이렇게, 상기 적어도 하나의 제품 키워드가 선택되면, 제품 키워드 정보 전송부(117)는 관리자의 단말에 대해 상기 적어도 하나의 제품 키워드를 상기 제1 기업의 주요 제품 키워드 정보로 전송한다.When the at least one product keyword is selected, the product keyword information transmitting unit 117 transmits the at least one product keyword to the terminal of the manager as the main product keyword information of the first company.

결국, 본 발명에 따른 웹 페이지 분석에 기초한 제품 키워드 정보 자동추출 장치(110)는 기업의 웹 페이지로부터 해당 웹 페이지에서의 등장 빈도수에 따른 중요 단어들을 추출하고, 복수의 제품 키워드들 중 상기 중요 단어들 각각과 특성 벡터에 따른 유사도가 가장 높은 제품 키워드를 선택하여 관리자에게 제공함으로써, 관리자가 특정 기업에 대한 제품 키워드 정보를 자동으로 손쉽게 수집할 수 있도록 지원할 수 있다.As a result, the automatic product keyword information extraction device 110 based on the analysis of the web page according to the present invention extracts important words according to the appearance frequency in the web page from the web page of the company, And the product keyword having the highest similarity according to the characteristic vector is selected and provided to the manager so that the manager can easily and automatically collect product keyword information for a specific company.

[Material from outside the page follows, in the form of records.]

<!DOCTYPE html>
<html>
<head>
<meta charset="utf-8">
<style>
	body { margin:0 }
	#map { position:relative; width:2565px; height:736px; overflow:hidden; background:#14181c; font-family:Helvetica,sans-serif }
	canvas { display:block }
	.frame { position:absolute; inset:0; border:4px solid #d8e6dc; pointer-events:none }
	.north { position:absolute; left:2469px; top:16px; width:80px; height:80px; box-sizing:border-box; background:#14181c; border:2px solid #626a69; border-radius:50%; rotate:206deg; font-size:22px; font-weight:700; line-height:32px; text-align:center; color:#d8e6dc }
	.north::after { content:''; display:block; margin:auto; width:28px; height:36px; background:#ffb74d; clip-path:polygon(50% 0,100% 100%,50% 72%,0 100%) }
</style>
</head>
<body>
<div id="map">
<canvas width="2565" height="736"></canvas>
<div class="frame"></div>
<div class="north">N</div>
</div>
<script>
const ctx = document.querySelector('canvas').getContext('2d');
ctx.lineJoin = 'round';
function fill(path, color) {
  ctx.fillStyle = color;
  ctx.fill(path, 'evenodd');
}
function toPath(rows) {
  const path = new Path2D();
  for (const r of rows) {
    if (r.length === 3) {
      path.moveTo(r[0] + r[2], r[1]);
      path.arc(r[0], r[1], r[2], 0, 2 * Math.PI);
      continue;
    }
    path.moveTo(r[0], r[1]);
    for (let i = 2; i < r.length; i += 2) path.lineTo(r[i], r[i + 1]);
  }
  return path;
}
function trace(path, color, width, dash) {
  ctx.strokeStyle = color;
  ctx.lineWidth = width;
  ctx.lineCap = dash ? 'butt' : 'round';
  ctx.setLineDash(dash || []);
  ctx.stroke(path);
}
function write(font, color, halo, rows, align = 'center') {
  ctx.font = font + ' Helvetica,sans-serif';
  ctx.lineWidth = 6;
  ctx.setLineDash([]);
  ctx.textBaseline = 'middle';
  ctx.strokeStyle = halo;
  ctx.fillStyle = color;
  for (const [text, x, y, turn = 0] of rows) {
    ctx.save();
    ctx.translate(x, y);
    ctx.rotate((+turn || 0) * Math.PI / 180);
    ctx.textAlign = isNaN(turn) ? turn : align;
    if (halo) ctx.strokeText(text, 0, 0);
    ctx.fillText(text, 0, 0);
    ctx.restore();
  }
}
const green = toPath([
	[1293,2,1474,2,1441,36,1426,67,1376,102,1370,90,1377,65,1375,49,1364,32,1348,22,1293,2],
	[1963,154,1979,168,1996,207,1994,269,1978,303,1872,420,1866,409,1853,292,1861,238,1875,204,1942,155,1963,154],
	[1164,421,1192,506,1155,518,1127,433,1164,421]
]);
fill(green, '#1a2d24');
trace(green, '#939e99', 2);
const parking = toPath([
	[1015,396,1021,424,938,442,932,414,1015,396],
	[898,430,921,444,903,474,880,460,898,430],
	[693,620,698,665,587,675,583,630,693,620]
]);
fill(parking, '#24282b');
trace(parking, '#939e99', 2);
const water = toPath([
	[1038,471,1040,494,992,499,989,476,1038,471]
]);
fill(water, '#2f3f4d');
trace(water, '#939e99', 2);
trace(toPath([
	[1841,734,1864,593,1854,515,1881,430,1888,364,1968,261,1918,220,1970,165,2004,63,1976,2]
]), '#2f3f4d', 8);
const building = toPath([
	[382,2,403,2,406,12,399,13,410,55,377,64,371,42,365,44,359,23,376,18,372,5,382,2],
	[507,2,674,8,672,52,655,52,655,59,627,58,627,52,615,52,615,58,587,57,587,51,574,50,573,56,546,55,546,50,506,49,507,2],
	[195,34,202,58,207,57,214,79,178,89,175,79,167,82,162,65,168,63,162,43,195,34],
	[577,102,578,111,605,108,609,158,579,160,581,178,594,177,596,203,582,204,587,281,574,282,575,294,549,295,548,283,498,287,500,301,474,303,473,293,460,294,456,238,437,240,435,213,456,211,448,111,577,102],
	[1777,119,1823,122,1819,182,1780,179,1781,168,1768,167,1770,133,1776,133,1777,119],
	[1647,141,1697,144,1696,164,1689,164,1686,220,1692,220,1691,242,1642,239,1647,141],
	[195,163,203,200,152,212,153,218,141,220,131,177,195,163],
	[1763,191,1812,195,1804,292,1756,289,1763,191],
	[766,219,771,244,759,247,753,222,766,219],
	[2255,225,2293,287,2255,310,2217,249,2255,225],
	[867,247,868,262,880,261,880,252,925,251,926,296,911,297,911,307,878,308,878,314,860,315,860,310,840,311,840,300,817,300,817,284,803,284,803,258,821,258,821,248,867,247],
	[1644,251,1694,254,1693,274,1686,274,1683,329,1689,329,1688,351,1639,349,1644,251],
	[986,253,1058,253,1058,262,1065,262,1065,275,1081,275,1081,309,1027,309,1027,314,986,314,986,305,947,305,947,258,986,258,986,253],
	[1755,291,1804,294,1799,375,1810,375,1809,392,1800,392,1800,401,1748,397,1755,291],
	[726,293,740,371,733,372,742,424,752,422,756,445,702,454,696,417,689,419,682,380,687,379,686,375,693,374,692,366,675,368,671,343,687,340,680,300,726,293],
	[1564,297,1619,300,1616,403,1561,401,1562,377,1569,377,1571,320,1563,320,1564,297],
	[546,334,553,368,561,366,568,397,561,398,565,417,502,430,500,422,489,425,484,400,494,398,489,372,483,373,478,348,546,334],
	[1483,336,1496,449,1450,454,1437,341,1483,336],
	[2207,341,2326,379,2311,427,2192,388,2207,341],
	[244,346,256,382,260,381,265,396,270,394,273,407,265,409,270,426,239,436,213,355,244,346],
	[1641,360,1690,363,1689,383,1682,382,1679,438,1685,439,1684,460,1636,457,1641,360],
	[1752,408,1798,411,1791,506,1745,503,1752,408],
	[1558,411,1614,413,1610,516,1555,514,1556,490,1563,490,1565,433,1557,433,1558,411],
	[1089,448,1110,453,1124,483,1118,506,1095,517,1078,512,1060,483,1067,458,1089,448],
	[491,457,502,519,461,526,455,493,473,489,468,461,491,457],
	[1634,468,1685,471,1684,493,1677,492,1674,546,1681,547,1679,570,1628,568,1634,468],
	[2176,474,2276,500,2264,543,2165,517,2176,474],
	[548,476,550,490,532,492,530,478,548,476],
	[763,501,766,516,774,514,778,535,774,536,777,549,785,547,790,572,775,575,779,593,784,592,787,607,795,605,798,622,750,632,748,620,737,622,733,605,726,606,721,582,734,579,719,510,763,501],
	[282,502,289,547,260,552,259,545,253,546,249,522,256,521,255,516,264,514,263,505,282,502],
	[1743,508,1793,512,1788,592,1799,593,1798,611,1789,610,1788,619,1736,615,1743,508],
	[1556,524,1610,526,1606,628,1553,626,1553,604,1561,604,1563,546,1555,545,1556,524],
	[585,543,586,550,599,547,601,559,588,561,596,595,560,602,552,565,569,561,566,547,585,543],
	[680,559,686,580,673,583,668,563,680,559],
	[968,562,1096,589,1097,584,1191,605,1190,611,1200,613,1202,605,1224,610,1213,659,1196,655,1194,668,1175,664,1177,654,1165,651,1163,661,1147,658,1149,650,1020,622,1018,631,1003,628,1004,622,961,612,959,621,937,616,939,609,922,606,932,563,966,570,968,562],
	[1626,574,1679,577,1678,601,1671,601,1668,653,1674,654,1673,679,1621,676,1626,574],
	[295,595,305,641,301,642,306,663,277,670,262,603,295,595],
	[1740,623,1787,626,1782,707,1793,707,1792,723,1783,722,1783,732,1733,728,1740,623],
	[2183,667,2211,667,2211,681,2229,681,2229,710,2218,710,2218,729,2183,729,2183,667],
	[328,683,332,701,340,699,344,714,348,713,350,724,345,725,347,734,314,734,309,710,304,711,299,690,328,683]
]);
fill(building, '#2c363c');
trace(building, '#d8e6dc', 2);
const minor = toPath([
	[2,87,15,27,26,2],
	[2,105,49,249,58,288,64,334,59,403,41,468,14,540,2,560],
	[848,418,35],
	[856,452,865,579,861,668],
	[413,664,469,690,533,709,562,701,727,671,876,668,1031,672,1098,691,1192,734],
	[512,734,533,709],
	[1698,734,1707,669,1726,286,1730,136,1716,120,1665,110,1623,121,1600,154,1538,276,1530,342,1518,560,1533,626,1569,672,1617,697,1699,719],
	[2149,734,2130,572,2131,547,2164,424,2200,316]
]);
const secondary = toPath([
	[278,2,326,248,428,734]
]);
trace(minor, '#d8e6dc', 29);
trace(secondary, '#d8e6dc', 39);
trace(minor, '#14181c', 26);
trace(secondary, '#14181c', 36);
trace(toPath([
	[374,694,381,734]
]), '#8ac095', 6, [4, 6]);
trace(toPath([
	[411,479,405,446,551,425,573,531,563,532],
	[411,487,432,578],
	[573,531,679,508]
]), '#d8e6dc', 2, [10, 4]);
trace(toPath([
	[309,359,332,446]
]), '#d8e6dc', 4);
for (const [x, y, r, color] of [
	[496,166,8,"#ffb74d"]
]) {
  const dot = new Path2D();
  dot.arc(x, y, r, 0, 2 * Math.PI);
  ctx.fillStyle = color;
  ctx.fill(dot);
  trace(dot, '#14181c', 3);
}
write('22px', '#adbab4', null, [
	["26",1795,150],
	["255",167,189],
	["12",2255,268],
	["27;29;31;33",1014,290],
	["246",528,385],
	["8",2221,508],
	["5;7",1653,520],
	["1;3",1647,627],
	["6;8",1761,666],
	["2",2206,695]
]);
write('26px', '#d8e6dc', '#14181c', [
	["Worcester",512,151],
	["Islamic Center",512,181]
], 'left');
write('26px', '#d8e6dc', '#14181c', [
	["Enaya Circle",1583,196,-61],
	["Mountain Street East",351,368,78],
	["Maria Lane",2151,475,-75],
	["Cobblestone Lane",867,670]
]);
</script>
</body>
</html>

도 2는 웹 페이지 분석에 기초한 제품 키워드 정보 자동추출 방법을 도시한 순서도이다.2 is a flowchart showing a method of automatically extracting product keyword information based on web page analysis.

단계(S210)에서는 미리 정해진 복수의 단어들(상기 복수의 단어들 각각에는 미리 정해진 단어 유사도 기준에 따라 유사한 단어일수록 벡터 사이의 유사도가 높게 연산되도록 미리 설정된 서로 다른 특성 벡터들이 할당되어 있음)이 저장되어 있는 사전 데이터베이스를 유지한다.In step S210, a plurality of predetermined words (different characteristic vectors set in advance so as to calculate a similarity degree between the vectors with a similar word according to a predetermined word similarity criterion are assigned to each of the plurality of words) And maintains a dictionary database.

단계(S220)에서는 미리 정해진 복수의 제품 키워드들(상기 복수의 제품 키워드들은 상기 복수의 단어들 내에 포함되어 있는 단어들임)이 저장되어 있는 제품 키워드 데이터베이스를 유지한다.In step S220, a product keyword database in which a predetermined plurality of product keywords (the plurality of product keywords are included in the plurality of words) is stored.

단계(S230)에서는 제1 기업의 웹 페이지에 대한 접속 주소가 입력되면, 상기 접속 주소를 기초로 상기 제1 기업의 웹 페이지에 접속하여 상기 제1 기업의 웹 페이지로부터 상기 제1 기업의 웹 페이지 상에 존재하는 복수의 제1 텍스트들을 추출한다.In step S230, when a connection address for the web page of the first company is inputted, the web page of the first company is accessed from the web page of the first company on the basis of the connection address, And extracts a plurality of first texts existing on the display screen.

단계(S240)에서는 상기 복수의 제1 텍스트들에 대해 형태소 분석을 수행하여 상기 복수의 제1 텍스트들로부터 복수의 제1 단어들을 추출한다.In step S240, morphological analysis is performed on the plurality of first texts to extract a plurality of first words from the plurality of first texts.

단계(S250)에서는 상기 복수의 제1 단어들의 상기 제1 기업의 웹 페이지 상에서의 등장 빈도수에 기초하여 상기 복수의 제1 단어들 중 적어도 하나의 중요 단어를 선택한다.In step S250, at least one important word among the plurality of first words is selected based on the frequency of occurrence on the web page of the first company of the plurality of first words.

단계(S260)에서는 상기 적어도 하나의 중요 단어가 선택되면, 상기 제품 키워드 데이터베이스에 저장되어 있는 복수의 제품 키워드들 중 상기 사전 데이터베이스를 참조하여 상기 적어도 하나의 중요 단어 각각에 대해, 상기 적어도 하나의 중요 단어 각각에 할당되어 있는 특성 벡터와의 유사도가 최대로 연산되는 특성 벡터가 할당되어 있는 적어도 하나의 제품 키워드를 선택한다.If the at least one important word is selected in step S260, for each of the at least one important word, referring to the dictionary database among a plurality of product keywords stored in the product keyword database, At least one product keyword to which a feature vector for which the degree of similarity with the feature vector assigned to each word is calculated is selected.

단계(S270)에서는 상기 적어도 하나의 제품 키워드가 선택되면, 관리자의 단말에 대해 상기 적어도 하나의 제품 키워드를 상기 제1 기업의 주요 제품 키워드 정보로 전송한다.In step S270, when the at least one product keyword is selected, the at least one product keyword is transmitted to the terminal of the administrator as the main product keyword information of the first company.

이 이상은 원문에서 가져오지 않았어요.